(TASK DIRECTIONS): Whenever a line in the records below holds the string "absolute", copy it out.

(DATA EXTRACT):

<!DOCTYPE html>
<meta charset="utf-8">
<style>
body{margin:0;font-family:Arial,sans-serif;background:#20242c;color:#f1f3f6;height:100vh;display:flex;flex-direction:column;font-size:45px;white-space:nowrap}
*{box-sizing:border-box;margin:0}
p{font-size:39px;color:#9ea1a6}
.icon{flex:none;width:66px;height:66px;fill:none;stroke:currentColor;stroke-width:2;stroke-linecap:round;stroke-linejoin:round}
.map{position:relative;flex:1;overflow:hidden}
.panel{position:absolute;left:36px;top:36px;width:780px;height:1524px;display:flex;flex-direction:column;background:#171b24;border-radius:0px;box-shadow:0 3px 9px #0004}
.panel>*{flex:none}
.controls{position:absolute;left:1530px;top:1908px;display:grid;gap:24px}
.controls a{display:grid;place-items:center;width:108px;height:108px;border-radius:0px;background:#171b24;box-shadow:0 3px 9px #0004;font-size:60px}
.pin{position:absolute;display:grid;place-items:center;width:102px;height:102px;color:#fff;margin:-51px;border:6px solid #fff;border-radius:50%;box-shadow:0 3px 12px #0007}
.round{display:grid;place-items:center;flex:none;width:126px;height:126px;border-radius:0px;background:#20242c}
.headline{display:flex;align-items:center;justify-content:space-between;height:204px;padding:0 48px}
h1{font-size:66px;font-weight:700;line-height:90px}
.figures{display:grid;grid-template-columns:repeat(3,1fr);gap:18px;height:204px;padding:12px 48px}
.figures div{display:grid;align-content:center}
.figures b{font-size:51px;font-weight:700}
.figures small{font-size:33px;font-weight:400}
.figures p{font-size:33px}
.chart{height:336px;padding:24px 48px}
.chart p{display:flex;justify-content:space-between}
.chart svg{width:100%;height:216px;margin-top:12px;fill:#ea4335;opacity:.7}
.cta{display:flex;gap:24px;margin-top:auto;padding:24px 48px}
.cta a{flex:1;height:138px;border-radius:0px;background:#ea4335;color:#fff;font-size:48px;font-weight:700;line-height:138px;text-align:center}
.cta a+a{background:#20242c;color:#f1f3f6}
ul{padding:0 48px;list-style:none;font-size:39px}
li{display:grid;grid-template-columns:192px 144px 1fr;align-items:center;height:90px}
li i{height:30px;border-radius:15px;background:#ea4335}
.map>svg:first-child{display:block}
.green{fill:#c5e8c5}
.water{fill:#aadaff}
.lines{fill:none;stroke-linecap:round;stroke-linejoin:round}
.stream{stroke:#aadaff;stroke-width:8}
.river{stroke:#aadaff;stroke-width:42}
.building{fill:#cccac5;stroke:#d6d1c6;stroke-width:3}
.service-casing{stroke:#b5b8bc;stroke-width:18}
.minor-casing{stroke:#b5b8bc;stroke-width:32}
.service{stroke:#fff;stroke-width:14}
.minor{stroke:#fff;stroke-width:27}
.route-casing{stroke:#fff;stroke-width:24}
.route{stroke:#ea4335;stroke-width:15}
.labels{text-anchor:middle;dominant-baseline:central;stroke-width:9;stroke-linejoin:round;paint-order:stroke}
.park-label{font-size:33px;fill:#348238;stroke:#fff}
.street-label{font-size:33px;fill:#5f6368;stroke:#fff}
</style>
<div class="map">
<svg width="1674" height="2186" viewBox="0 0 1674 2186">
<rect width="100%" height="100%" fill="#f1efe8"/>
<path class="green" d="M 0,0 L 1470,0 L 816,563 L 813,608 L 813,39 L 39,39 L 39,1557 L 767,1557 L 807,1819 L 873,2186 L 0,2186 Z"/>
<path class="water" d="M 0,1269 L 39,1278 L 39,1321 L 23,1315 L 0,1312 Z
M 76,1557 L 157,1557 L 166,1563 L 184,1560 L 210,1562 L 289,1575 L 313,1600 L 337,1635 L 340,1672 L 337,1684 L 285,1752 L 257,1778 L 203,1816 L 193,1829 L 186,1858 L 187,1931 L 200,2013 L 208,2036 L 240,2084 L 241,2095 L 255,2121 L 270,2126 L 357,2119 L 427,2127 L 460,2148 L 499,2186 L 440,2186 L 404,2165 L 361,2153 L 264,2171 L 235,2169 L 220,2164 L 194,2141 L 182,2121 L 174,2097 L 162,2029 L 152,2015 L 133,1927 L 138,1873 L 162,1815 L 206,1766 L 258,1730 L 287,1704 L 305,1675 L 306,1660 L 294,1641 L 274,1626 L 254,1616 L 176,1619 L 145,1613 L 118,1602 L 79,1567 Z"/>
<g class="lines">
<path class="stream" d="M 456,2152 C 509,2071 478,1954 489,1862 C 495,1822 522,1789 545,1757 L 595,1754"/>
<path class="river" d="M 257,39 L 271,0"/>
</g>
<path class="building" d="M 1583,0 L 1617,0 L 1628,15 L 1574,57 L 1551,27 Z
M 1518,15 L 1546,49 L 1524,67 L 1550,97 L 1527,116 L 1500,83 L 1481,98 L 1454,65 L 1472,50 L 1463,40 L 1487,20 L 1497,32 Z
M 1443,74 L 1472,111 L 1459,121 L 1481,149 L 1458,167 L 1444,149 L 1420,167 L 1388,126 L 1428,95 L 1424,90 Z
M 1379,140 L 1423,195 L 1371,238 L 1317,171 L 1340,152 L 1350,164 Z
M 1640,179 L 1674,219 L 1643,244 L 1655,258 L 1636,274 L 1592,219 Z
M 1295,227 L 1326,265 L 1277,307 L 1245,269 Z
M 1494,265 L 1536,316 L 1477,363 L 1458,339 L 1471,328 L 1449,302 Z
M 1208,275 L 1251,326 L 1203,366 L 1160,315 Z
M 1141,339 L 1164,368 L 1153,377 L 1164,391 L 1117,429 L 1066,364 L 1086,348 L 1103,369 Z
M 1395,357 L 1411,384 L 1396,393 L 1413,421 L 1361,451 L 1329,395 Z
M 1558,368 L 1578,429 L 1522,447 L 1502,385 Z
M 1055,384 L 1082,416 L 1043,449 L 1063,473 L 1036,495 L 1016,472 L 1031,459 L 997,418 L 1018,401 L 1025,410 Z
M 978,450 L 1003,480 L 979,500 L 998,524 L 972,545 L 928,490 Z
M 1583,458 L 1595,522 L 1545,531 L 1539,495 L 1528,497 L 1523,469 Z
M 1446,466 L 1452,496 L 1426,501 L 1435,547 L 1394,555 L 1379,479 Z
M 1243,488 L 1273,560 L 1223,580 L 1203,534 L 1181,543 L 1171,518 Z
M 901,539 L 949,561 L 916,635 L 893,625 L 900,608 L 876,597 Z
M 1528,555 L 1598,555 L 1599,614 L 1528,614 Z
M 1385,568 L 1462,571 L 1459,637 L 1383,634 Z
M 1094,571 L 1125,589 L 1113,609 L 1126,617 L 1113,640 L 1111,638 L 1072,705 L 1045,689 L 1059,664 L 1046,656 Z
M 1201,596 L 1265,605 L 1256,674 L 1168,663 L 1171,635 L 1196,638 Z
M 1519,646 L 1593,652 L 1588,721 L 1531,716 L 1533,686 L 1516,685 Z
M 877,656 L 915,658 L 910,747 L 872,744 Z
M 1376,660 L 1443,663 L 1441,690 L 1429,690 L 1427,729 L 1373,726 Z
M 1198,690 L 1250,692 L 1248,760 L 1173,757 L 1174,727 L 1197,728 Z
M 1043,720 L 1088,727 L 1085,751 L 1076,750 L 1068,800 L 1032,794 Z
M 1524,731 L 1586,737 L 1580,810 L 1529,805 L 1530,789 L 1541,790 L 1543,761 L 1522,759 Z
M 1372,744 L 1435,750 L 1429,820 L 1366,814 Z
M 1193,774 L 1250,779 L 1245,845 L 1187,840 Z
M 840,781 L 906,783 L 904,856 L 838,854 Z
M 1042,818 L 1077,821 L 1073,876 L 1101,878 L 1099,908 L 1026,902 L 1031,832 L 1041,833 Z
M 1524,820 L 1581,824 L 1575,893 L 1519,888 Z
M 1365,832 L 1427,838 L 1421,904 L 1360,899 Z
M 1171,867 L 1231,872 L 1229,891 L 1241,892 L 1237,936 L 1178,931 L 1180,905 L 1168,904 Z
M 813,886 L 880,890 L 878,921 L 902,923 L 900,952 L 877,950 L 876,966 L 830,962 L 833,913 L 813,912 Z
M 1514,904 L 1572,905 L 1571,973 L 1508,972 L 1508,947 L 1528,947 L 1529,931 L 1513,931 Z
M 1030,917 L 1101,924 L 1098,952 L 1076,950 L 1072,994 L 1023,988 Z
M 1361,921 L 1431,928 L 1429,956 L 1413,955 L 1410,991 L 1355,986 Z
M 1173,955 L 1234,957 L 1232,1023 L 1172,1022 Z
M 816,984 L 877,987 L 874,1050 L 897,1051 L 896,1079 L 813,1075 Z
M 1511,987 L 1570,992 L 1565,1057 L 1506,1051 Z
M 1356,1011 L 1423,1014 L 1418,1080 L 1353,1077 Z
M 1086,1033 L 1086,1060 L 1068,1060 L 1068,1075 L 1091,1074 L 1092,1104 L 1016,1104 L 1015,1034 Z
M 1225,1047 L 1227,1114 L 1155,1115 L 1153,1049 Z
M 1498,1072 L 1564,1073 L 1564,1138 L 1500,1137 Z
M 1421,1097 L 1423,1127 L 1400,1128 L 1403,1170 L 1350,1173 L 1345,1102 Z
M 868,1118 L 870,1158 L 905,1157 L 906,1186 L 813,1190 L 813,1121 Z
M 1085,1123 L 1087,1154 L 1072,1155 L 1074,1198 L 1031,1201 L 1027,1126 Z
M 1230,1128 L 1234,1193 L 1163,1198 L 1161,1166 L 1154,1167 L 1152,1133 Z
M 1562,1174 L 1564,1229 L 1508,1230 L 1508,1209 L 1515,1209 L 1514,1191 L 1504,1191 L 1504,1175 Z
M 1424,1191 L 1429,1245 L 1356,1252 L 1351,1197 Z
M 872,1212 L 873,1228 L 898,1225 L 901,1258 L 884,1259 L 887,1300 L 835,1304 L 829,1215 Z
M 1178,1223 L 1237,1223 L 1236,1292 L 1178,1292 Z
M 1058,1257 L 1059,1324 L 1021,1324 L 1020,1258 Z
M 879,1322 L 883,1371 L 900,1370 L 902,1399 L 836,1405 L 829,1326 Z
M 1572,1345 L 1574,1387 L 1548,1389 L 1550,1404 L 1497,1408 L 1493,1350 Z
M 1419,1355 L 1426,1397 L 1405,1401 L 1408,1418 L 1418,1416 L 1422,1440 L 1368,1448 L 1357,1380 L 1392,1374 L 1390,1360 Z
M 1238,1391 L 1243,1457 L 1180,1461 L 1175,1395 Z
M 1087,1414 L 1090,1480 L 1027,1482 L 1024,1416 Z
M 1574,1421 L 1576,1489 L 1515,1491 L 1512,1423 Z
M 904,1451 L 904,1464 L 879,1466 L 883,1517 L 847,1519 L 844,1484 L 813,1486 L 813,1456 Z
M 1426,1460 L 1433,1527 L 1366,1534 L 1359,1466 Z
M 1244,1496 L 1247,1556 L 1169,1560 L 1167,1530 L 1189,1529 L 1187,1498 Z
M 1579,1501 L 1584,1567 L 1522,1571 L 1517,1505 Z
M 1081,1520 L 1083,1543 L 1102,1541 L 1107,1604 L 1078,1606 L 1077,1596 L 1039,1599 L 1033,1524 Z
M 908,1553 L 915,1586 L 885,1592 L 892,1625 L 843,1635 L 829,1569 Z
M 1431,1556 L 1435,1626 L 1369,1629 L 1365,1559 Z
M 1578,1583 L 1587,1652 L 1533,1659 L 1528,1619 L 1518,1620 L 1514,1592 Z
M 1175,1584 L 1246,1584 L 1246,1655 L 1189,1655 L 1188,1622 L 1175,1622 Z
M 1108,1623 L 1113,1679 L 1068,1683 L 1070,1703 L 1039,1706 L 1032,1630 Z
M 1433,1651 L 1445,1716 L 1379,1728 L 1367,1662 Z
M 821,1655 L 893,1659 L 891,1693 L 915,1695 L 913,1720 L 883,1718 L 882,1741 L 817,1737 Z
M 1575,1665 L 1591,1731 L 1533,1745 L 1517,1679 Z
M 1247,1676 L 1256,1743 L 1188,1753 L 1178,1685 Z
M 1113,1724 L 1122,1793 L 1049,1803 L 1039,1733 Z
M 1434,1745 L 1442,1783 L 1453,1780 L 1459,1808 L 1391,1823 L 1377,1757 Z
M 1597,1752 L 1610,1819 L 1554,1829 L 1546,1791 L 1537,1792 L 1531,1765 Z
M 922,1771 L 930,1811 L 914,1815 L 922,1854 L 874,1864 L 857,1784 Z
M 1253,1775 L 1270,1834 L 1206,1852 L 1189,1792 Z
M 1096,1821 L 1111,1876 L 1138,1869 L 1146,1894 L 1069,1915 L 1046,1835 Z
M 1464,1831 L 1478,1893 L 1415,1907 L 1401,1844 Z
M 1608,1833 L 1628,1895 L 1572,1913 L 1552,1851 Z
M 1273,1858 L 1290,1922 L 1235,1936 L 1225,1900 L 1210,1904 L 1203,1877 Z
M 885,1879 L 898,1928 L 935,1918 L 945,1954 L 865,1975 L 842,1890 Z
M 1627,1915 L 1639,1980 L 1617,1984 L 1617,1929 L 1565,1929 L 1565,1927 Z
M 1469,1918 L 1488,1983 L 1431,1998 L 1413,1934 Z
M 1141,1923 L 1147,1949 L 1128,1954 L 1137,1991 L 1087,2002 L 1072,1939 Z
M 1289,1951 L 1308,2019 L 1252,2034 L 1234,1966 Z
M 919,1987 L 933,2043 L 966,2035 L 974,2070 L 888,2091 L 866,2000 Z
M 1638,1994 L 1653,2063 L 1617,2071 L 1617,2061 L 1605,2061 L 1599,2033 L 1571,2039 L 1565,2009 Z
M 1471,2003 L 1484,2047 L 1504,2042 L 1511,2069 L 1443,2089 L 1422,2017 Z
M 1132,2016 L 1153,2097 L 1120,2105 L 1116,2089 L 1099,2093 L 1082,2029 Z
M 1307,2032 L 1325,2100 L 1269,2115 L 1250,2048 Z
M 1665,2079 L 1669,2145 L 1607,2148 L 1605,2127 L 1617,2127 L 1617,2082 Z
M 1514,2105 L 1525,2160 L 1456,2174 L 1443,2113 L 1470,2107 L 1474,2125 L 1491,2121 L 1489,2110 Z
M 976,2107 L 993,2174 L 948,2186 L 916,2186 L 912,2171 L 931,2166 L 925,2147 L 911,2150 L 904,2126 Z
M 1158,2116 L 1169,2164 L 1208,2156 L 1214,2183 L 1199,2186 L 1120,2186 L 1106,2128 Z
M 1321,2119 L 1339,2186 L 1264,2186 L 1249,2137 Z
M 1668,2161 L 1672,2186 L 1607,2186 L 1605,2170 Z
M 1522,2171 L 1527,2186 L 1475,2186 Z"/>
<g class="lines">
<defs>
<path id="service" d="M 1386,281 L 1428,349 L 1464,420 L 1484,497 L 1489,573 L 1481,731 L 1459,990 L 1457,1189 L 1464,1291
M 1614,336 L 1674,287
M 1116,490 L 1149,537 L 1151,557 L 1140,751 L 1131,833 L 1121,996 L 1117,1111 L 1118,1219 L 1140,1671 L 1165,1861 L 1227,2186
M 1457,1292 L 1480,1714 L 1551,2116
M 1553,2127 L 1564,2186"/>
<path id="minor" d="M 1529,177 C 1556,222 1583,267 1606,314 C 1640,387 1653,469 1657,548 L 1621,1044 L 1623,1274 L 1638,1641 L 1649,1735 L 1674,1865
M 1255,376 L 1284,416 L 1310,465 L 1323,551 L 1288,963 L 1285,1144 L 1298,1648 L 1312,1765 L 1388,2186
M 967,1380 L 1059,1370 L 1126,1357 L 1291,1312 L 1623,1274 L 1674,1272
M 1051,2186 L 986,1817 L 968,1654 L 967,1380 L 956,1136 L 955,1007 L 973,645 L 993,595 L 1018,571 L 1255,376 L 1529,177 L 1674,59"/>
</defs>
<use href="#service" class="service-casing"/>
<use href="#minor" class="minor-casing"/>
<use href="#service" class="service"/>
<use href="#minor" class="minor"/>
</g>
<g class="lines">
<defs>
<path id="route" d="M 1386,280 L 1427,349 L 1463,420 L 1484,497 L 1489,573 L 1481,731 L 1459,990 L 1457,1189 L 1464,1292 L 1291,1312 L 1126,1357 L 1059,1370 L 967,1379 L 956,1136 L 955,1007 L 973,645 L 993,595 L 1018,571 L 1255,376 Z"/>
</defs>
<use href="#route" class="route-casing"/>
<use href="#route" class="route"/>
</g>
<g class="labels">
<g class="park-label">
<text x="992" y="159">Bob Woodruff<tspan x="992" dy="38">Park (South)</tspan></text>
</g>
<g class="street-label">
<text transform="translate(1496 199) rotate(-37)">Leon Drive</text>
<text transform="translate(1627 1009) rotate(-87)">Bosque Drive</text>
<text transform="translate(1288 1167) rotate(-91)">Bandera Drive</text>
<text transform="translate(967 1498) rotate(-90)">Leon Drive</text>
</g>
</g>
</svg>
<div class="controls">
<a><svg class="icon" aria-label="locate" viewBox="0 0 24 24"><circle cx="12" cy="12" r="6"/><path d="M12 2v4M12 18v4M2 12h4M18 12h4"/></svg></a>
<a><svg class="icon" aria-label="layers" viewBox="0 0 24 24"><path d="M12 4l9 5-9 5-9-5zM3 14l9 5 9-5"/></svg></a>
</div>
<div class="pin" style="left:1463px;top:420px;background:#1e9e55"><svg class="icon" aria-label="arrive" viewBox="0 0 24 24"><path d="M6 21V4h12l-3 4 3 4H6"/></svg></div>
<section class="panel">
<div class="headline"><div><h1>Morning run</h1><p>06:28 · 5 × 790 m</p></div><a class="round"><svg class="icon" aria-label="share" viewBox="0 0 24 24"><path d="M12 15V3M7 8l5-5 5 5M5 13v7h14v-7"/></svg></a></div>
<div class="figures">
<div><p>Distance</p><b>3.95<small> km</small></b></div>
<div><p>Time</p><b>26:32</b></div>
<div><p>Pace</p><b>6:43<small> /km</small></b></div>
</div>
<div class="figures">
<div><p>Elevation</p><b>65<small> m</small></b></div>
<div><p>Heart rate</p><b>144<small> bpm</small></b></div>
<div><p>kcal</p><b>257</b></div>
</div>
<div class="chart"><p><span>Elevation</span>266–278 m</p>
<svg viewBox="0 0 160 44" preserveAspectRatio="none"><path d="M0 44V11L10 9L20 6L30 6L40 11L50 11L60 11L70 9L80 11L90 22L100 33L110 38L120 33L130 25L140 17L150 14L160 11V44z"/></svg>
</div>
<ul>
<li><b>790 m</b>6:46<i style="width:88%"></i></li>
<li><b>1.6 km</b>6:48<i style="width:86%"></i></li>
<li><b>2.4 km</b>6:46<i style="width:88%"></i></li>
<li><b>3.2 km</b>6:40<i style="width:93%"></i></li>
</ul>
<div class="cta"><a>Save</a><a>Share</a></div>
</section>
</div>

(RESULT OF THIS EXERCISE):
.panel{position:absolute;left:36px;top:36px;width:780px;height:1524px;display:flex;flex-direction:column;background:#171b24;border-radius:0px;box-shadow:0 3px 9px #0004}
.controls{position:absolute;left:1530px;top:1908px;display:grid;gap:24px}
.pin{position:absolute;display:grid;place-items:center;width:102px;height:102px;color:#fff;margin:-51px;border:6px solid #fff;border-radius:50%;box-shadow:0 3px 12px #0007}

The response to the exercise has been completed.